THE HOUSE OF SPARTA.Coming into the God of War HD collection for PS3, my expectations were pretty high. Kratos now stands toe-to-toe with other signature Playstation icons like Lara Croft, Crash Bandicoot and that rapping dog made out of paper, there must be something pretty special about the series to achieve such a loving place in the hearts of Sony aficionados. Turns out, that something is getting vexed to the max and clapping minotaurs into Greek architecture. And it’s really bloody fun.
It’s oddly lethargic too. My nights for a couple of weeks involved nestling up on the sofa, bundling up frustrations collected throughout the day and channeling them into the decapitation of a giant cyclops. It helps that you control a character that just seems to be permanently pissed off too.

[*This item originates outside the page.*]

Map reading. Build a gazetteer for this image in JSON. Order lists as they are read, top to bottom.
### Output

Kratos shouts his way through encounters with mythical gods, tears open undead spleens and even climbs around walls like he’s cursed with an everlasting bonk on. He’s brilliant, and I think a Kratos dedicated section should be included in every form of digital entertainment.
Having been spoilt with Bayonetta and its insane array of bosses however, some of the God of War beasts did feel a little underwhelming. The first title in particular, which starts out with a battle aboard a ship with a three-headed dragon waits until the closing moments before it cranks up the ‘epic’ dial again. God of War 2 does fix this, with a generally more fulfilling experience that flings you from one spectacular scenario to another without much breathing space, but I never felt the crippling fear that comes from an overwhelming boss fight in either title.

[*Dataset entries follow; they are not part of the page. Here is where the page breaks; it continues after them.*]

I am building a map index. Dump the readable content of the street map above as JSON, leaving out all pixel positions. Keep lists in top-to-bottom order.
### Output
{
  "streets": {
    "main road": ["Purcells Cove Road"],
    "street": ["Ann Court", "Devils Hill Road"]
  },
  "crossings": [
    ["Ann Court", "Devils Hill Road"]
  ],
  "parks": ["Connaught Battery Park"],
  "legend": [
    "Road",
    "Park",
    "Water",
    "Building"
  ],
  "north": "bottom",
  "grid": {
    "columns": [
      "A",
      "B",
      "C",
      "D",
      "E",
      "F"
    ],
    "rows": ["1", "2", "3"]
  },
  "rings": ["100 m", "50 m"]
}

I think back to the lake monster of Resident Evil 4 or the battle with Gohma in Ocarina of Time, and I was terrified. Chest-pounding, get me out of here, I’m going to throw up an anorak, terrified. They’re relatively simple too, but as is the case with any first date, it’s all about the first impression. Our mind needs time to imagine the unthinkable, to revel in the worst case scenario so anything that emerges will become the fresh face of hell itself. You’ll stagger over to the table, sit down gushing with sweat before an accidental brush of the boob during an overenthusiastic welcome. These are the boss battles you remember. The ones that cause panic before they’ve even begun.
This gut-wrenching build up is ruined by the instant cinematics that play as soon as you enter a room that’s geared for a boss fight. I want to walk in an area, take in the scenery, imagine what’s going to trigger that cute little animal to turn into a five-headed death machine, and then shake out a nervous dump in the corner. It’s a niche ask, but I’ll throw it out there in the hope that a game developer reads this and meets me halfway during this epiphany.
While I’m yet to play God of War 3, my time with God of War 1&2 (mostly two) has been very much enjoyed. The combat has the best mix of gore and button-bashing satisfaction around, and even the puzzles are surprisingly decent for an action title. It also holds the crown for some of the most bizarre quicktime events I’ve seen, from mashing someone’s face into a stone tablet to watching a bedside lamp rock back and forth as Kratos performs sexual acts with two ladies. A sequence that, looking back, might be the most understated sequence across the entire game.
Alright the latter was an optional mini-game, but you’ve got to collect all the Trophies right?